(RECORDS FOR PROCESSING Opens)

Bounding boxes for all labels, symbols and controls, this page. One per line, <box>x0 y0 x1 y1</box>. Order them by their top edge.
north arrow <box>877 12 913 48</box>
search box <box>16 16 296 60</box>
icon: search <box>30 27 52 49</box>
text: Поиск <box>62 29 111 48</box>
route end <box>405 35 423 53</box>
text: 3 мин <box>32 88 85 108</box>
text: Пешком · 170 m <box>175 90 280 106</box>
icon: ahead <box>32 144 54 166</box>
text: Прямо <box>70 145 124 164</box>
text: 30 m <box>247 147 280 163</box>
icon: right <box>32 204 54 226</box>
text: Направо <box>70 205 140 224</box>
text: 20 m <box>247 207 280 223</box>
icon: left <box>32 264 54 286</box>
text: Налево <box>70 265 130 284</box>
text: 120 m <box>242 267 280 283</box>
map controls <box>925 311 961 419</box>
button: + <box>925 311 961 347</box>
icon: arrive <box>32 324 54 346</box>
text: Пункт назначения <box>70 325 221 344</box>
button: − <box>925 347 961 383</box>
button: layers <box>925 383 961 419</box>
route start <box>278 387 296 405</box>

(RECORDS FOR PROCESSING Closes)

Would you please restate all of the entries exactly?

# RESULT OF THIS TASK:
Bounding boxes for all labels, symbols and controls, this page. One per line, <box>x0 y0 x1 y1</box>. Order them by their top edge.
north arrow <box>877 12 913 48</box>
search box <box>16 16 296 60</box>
icon: search <box>30 27 52 49</box>
text: Поиск <box>62 29 111 48</box>
route end <box>405 35 423 53</box>
text: 3 мин <box>32 88 85 108</box>
text: Пешком · 170 m <box>175 90 280 106</box>
icon: ahead <box>32 144 54 166</box>
text: Прямо <box>70 145 124 164</box>
text: 30 m <box>247 147 280 163</box>
icon: right <box>32 204 54 226</box>
text: Направо <box>70 205 140 224</box>
text: 20 m <box>247 207 280 223</box>
icon: left <box>32 264 54 286</box>
text: Налево <box>70 265 130 284</box>
text: 120 m <box>242 267 280 283</box>
map controls <box>925 311 961 419</box>
button: + <box>925 311 961 347</box>
icon: arrive <box>32 324 54 346</box>
text: Пункт назначения <box>70 325 221 344</box>
button: − <box>925 347 961 383</box>
button: layers <box>925 383 961 419</box>
route start <box>278 387 296 405</box>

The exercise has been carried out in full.